*EXERCISE OBJECTIVE*
Each line of the listing that includes "grid" should be reported.

*EXERCISE MATERIAL*
------------------------------------------------------------------------

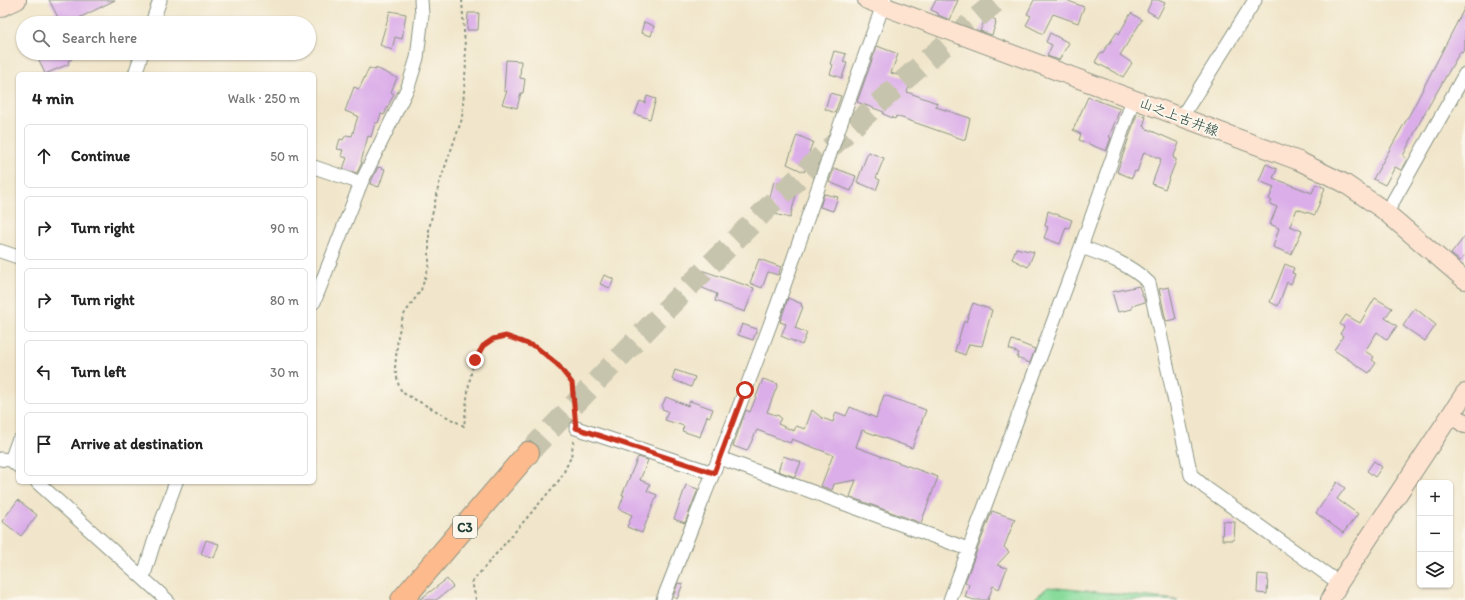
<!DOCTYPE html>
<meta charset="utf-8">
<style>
:root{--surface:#fff;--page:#f6f6f6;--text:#222;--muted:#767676;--line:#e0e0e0}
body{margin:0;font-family:Itim,"Klee One",sans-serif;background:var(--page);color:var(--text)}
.controls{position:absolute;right:12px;bottom:12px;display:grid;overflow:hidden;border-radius:6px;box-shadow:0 1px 3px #0004}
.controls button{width:36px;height:36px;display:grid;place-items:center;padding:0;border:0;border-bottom:1px solid var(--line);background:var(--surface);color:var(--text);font:20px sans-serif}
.stop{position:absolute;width:12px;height:12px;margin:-9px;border:3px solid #c8321e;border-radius:50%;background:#fff}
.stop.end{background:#c8321e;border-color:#fff;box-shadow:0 1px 4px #0008}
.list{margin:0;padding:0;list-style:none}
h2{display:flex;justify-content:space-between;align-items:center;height:52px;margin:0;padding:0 16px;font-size:17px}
h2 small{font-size:13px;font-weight:400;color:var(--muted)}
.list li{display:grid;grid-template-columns:26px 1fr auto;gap:12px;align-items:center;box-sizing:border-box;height:64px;margin:0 8px 8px;padding:0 8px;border:1px solid var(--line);border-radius:6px}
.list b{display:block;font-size:15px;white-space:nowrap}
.list em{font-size:13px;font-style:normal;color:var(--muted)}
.icon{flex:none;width:22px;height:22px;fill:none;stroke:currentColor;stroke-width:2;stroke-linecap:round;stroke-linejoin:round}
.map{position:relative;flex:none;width:1465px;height:600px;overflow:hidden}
.search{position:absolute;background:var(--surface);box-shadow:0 1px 3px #0004;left:16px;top:16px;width:300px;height:44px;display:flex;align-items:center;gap:10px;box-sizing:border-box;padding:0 14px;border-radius:22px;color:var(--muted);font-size:15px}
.panel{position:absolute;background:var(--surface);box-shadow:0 1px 3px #0004;left:16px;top:72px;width:300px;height:412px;border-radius:6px}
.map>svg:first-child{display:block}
</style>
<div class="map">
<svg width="1465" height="600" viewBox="0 0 1465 600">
<rect width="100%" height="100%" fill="#fbf7ec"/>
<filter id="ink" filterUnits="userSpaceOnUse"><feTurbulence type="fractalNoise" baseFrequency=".025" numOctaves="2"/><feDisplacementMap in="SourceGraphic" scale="8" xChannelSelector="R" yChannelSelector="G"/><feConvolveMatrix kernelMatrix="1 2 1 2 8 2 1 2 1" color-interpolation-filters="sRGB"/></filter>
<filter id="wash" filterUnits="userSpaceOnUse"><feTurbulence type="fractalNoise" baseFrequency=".012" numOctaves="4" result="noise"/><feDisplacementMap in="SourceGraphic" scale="16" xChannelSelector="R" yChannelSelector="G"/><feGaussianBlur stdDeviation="0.9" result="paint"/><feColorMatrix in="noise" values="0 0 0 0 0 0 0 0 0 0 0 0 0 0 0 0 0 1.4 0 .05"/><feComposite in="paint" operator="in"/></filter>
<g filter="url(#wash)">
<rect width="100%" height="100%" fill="#f1e6cb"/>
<path fill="#89db9b" stroke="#548c68" d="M1048,587L1178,600H1033Z"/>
<g id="blocks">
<path fill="#dbaee9" d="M49,0H115L79,18L81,23H61Z
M936,0H958L950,20L938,15V13L931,10Z
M1034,0H1066L1084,7L1078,23L1053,14L1043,34L1026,25L1031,16L1027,14Z
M1152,0H1158L1165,3L1158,17L1147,11Z
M1465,7V48L1462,53L1460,52L1423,116L1403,156L1407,159L1401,170L1395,167L1385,185L1373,179L1412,110Z
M390,11L406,14L402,39L395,37L392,50L380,45Z
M468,13H479L478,30H467Z
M1131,13L1142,20L1120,55L1132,63L1123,77L1095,62L1100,53L1102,54L1108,44H1109L1117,32L1119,34Z
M986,16L996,20L995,23H996L992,35L980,31Z
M644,22L654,26L651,36L641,33Z
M1050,33L1069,43L1059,60L1047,56L1052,45L1046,42Z
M877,46L898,54L891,73L912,80L907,92L937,103L936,107L970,118L965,140L896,116L895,119L883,114L884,112L857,102Z
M834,51L846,54L843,62L847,63L842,78L830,74L833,65L830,64Z
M42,53H69L72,59L68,61L69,64L45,74L37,55Z
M506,60L521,61L520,78L525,79L523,93H521L517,108L502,104L507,91H504Z
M369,68L376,70V68L397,78L391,92L394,94L384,115L381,114L378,123H375L371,137L368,136L361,162H362L357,173L343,169L347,158L341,156L343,150L337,149L340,139L343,140L346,135L352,136L358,116L345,111L354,87L359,89Z
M830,93L841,96L835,113L825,109Z
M647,96L656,99L650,119L635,114L640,101L645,103Z
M1088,97L1120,109L1109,137L1111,138L1106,151L1079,140L1081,134L1073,130Z
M1137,114L1146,117L1143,126L1146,127L1145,128L1179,143L1173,158L1176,159V161L1165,189L1152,184L1161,159L1144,152L1137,172L1135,171L1132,178L1117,172Z
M797,135L813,142L809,152L811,153L804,172L787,164Z
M868,152L884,158L876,178L880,180L876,190L857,182Z
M1266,164L1277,169L1273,178L1312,193L1316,184L1325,188L1315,215L1297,209L1290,226L1302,231L1291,254L1273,247L1279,228L1270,224L1277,207L1270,204L1272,201L1269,199L1274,187L1259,181Z
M378,167L385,169L379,187L370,184Z
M834,168L856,176L851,191L829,182Z
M774,181L798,187L790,218L771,213L773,207L768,205Z
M824,194L838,197L833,211L820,207Z
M1048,211L1072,220L1069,228L1066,227L1060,244L1044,238L1048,227L1045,226Z
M1465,236V255L1460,261L1451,254Z
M1016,248L1034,252L1028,267L1012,259Z
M759,259L781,267L778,275L768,272L762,288L750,283Z
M1285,264L1294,268L1292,273L1295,274L1291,284L1287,282L1278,306L1270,302Z
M698,269L754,288L745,312L715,301L717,294L693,284Z
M604,275L614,279L610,288L600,284Z
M1139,286L1145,302L1132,306V309L1118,312L1112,292Z
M1169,287L1176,319L1166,321L1159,289Z
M788,298L802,304L801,306L803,307L795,328L807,333L802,345L781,336L786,324L780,322Z
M1375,298L1392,308L1385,318L1397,326L1387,340L1377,332L1365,351L1374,357L1372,360L1376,363L1369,373L1334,350L1343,336L1340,334L1344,327L1340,324L1346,315L1360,323Z
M973,303L992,310L982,346L969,344L965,355L955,351L964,321L966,322Z
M1415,308L1436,325L1425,341L1403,326Z
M742,324L757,329L753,340L738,335Z
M1012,340L1035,349L1030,363L1017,358L1019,353L1009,349Z
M675,370L695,377L691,387L672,379Z
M763,379L778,384L767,412L779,416L781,418L778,424L794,431L796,426L805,429L812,410L822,418L833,422L836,412L846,416L850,407L876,418L884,395L926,410L912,448L862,430L856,447L938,477L921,523L850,497L856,480L834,484L832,490L821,486L833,455L792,439L790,443L757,430L747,451L733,446L746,410L750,412Z
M666,397L688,406L690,401L713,409L710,417L707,416L700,437L682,431L684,426L665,420L668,411L662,409V406Z
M783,456L801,462L795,477L778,471Z
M638,457L648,460L640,480L650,484L647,491L657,495L642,533L627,527L632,515L619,509L624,495H622Z
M1374,461L1382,467L1375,477L1367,471Z
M1337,482L1345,488L1337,499L1358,514L1343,533L1316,513Z
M686,485L698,489L685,523L674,519Z
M18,500L37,515L21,536L2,521Z
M992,511L1015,519L1004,547L1009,552L997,565L1007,568L999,589L993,586L988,600H974L965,597L969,584L965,582Z
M1223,521L1235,522L1234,540H1222Z
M206,540L219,544L214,558L201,554Z
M1258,574L1268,575L1267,594L1257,593Z
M447,579L453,587L436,600H419Z
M678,583L683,584L677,599L673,597Z"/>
</g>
</g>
<g filter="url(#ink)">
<use href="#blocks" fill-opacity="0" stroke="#889280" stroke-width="1"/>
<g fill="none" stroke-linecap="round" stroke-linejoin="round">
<path stroke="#c7c4ad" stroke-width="22" stroke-dasharray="22 11" stroke-linecap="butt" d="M528,453C649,326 772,198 903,81C934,54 966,27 998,0"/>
<defs>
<path id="street" d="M152,23L160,0
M135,74L142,53
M1181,118L1255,0
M314,167L361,183
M1387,212L1465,74
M1081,247C1105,255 1131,265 1149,283L1191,475L1206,488L1339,583
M0,251L18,257
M314,302L361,183L408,87L417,58L422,15L421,0
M576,428L713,473
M720,458L968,549
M0,459L11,460L18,466
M11,460L18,441
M37,482L167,600
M143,578L154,542L176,482
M663,600C702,500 743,401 779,300C814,200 848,100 885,0
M950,600L1081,247L1133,100"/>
<path id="secondary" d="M867,0L1299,161L1344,183L1382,209L1465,280
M0,8L17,0
M1451,414L1465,424
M1330,600L1339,583L1465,393"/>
<path id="highway" d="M402,600L528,453"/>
</defs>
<use href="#street" stroke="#889280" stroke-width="15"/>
<use href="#secondary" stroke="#889280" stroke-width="20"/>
<use href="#highway" stroke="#889280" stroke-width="24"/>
<path stroke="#889280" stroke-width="2" stroke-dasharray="3 3" stroke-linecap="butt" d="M462,0L466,63L462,119L439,184L429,229V266L421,290L403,316L398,336L395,368L399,387L403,393L464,426C467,404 468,363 483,346C488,341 499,335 507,336C528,340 564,362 572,383C576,392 574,406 575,416
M476,600L472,582L561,478L571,457L574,438"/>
<use href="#street" stroke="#fff" stroke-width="13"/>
<use href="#secondary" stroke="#fee3d1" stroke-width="18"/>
<use href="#highway" stroke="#fcba8d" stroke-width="22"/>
</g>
</g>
<g fill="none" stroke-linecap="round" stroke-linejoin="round" filter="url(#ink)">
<path stroke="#c8321e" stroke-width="5" d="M475,360L483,346L493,339L506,336L536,347L557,364L572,383L576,428L714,473L745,390"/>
</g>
<g text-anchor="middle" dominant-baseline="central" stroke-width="4" stroke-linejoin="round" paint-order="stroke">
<rect fill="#fbf7ec" stroke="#61756b" stroke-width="1" x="453" y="516" width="24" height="22" rx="3"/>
<g font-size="13" font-weight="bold" fill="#1f3d34">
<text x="465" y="527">C3</text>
</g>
<g font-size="14" fill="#1f3d34" stroke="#fbf7ec">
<text transform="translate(1179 117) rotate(21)">山之上古井線</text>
</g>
</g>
</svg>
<div class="controls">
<button>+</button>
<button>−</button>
<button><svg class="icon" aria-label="layers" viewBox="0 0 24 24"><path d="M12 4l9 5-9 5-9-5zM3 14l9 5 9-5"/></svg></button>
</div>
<div class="stop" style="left:745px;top:390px"></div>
<div class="stop end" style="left:475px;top:360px"></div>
<div class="search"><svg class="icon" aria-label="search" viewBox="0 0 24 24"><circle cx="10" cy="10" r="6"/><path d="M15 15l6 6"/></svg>Search here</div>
<section class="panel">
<h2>4 min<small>Walk · 250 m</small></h2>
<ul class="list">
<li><svg class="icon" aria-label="ahead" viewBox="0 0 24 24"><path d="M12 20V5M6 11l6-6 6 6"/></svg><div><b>Continue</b></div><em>50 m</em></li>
<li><svg class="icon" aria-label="right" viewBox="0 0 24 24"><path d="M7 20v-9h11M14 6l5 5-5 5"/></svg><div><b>Turn right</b></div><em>90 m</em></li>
<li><svg class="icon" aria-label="right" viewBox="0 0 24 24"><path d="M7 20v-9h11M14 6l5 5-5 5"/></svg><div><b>Turn right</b></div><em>80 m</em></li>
<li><svg class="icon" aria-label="left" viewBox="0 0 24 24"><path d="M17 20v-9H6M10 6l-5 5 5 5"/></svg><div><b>Turn left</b></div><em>30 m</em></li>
<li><svg class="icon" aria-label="arrive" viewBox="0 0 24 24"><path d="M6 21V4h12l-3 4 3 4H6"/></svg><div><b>Arrive at destination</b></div></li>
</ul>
</section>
</div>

------------------------------------------------------------------------

*TASK OUTPUT*
.controls{position:absolute;right:12px;bottom:12px;display:grid;overflow:hidden;border-radius:6px;box-shadow:0 1px 3px #0004}
.controls button{width:36px;height:36px;display:grid;place-items:center;padding:0;border:0;border-bottom:1px solid var(--line);background:var(--surface);color:var(--text);font:20px sans-serif}
.list li{display:grid;grid-template-columns:26px 1fr auto;gap:12px;align-items:center;box-sizing:border-box;height:64px;margin:0 8px 8px;padding:0 8px;border:1px solid var(--line);border-radius:6px}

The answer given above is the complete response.